• YOUR TASK:
If a line in the records below contains the word "JSON", return that line.

====== DATA RECORDS

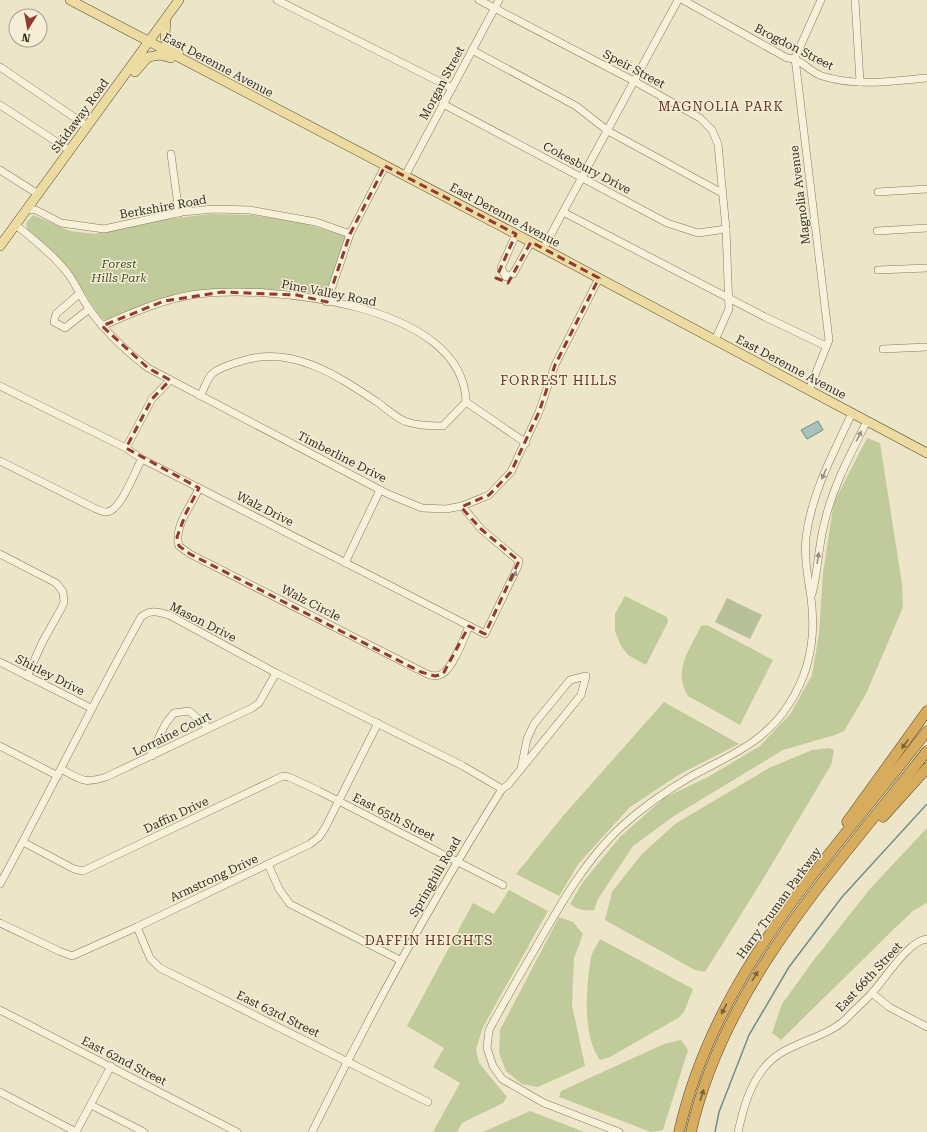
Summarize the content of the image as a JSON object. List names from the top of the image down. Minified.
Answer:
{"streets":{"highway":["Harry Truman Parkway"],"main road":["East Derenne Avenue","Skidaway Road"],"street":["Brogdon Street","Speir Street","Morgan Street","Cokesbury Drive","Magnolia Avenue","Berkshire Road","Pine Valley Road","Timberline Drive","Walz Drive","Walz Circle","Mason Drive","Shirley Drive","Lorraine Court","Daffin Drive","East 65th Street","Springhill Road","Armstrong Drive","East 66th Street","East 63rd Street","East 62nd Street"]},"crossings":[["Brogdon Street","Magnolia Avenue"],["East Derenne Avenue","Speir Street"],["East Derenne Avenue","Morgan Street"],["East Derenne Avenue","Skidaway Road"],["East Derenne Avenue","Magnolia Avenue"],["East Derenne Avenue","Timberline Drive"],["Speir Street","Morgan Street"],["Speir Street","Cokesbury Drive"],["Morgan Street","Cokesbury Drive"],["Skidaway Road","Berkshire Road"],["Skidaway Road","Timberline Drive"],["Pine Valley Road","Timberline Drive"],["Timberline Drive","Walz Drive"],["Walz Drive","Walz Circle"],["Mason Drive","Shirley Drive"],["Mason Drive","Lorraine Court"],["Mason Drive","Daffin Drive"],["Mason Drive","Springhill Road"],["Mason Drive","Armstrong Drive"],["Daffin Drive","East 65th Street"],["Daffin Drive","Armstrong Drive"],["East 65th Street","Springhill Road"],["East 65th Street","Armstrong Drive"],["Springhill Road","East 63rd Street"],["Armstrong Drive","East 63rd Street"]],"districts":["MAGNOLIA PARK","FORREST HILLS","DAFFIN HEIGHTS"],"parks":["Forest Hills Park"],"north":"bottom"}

============
====== DATA RECORDS

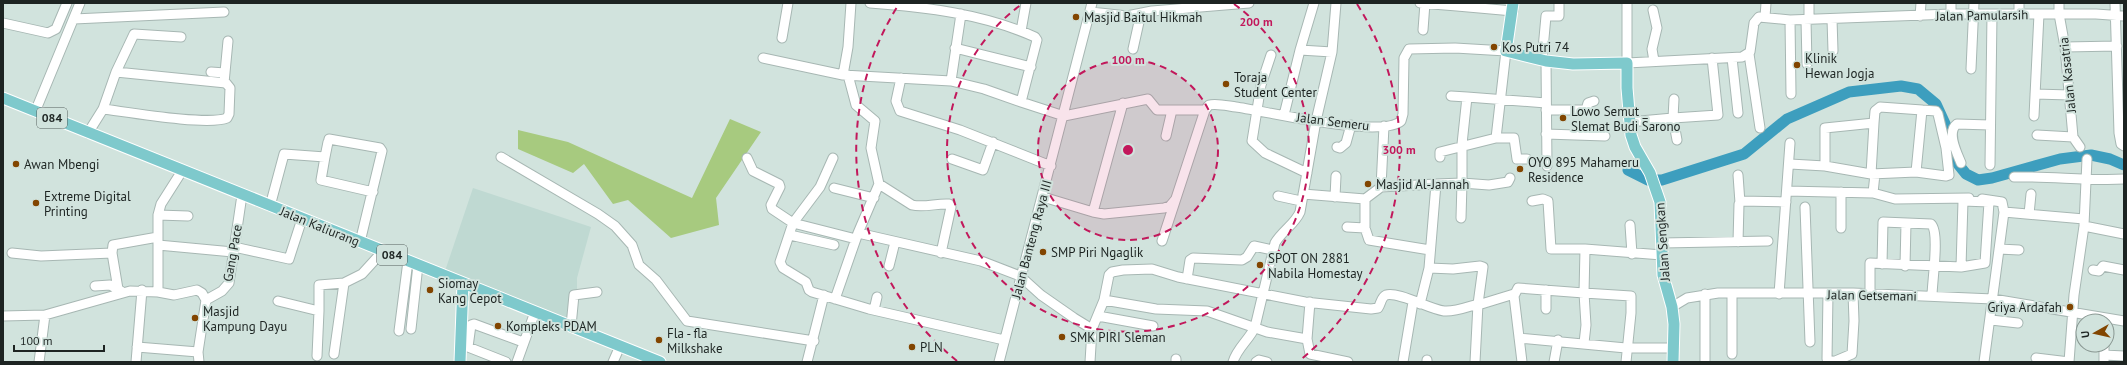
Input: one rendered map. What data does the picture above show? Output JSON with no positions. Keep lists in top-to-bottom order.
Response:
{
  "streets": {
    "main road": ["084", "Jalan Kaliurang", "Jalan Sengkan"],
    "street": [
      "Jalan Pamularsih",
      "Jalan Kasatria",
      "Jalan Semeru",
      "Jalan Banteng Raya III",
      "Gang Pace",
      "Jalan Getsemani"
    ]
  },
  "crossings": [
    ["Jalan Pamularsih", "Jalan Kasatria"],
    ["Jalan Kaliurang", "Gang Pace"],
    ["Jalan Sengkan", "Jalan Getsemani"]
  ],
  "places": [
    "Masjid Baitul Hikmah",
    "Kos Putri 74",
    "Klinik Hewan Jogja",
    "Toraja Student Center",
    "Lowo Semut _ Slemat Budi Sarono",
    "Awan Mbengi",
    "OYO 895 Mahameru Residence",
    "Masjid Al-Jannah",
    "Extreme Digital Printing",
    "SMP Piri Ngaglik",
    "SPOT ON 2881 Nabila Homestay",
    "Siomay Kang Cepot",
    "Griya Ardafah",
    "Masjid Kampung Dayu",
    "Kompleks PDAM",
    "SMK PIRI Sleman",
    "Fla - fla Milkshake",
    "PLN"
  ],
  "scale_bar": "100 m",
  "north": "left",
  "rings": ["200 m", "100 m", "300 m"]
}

============

• RESULT OF THIS EXERCISE:
Summarize the content of the image as a JSON object. List names from the top of the image down. Minified.
Input: one rendered map. What data does the picture above show? Output JSON with no positions. Keep lists in top-to-bottom order.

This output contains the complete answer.